We have been warned that the CELTA course is intensive. We have been supplied with pre-course information about timetables and requirements. We have researched it's a level 5 qualification equivalent to the beginning of the second year on a university first degree course based on the Cambridge franchise and compressed into 20 days. Yet we didn't believe it all until the very first days... I personally planned a lot of appointments for evenings; one coursemate from abroad wanted to learn Polish in the meantime; another one chose couchsurfing as the free of charge accommodation and had to move every couple of days.
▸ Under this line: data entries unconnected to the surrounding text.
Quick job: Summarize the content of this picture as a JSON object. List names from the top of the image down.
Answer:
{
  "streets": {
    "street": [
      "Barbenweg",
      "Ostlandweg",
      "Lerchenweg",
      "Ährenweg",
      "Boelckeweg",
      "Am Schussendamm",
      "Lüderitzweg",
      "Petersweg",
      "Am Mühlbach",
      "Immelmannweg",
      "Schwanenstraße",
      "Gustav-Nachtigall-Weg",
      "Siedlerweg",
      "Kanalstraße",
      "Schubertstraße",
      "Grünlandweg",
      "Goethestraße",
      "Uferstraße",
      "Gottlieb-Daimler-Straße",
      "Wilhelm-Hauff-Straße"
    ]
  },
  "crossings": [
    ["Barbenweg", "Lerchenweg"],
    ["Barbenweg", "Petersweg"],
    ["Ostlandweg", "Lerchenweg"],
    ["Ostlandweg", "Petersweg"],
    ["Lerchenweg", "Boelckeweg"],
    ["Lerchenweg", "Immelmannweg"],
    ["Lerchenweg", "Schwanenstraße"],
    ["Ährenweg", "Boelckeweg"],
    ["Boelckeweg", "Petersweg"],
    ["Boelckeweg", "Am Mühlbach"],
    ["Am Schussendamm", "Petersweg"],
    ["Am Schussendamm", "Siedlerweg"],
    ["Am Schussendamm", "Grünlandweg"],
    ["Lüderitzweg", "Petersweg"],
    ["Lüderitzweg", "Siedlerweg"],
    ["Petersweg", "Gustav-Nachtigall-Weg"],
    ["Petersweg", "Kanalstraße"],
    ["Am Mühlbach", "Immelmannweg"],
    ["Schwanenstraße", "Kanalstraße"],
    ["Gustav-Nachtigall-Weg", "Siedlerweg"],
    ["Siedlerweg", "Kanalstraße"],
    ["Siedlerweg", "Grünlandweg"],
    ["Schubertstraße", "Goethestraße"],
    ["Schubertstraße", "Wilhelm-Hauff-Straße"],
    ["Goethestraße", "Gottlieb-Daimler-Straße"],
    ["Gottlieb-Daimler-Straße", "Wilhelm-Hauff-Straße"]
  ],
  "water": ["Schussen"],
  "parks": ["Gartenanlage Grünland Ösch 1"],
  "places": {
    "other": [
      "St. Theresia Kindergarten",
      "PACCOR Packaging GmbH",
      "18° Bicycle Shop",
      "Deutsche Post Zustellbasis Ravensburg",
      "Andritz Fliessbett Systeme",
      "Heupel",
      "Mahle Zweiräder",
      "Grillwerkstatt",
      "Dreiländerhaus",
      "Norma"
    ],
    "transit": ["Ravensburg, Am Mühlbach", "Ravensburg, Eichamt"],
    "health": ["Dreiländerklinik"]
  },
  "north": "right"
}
But there was no meantime. There was no spare time. In fact there was too little time for maintenance of vital functions like sleeping or eating. Some of us slept 2-4 hours per night. Some of us lived mostly on coffee and cigarettes. Agreed: it is NOT possible to imagine the CELTA course until it becomes your reality! But what a satisfaction you get when it’s over! And... somehow right after the last day you start missing it... That’s why I decided to press on a slow release button in my memory and write down these:

 CELTA survival know-how tips from a May-June 2013 participant:
·  Choose the right place – I don't know how many British Council institutions around the world are located like the one in Cracow, Poland. It’s situated in the Main Market Square, facing Adam Mickiewicz's monument, in the middle of Royal Way from Matejki Square to Wawel Castle, literally in the heart of Old Town. The building itself is magnificent, historical and antique with spectacular wooden ceiling and opera-style chandelier. As a Pole I was proud to present the best of Cracow to foreign colleagues (sometimes probably to bore them with bits of history and architecture;) every day just while stepping out from the shadow of BC gate to the sunny square full of life and music.
·  Choose the right time – we were this lucky group which had one additional free day on 30th of May as it was the Corpus Christi holiday. It gave us some extra time to catch a breath of life’ and overcome the workload shock at the pretty beginning...
·  Prepare for challenging weather – due to worldwide climate change it's not foreseeable anymore. We had two weeks of very English weather with cold showers or niggling drizzle all days and nights. Then tropical sun started shining and burning so that all non-residents experienced the full amplitude between 5 and 35 degrees Celcius.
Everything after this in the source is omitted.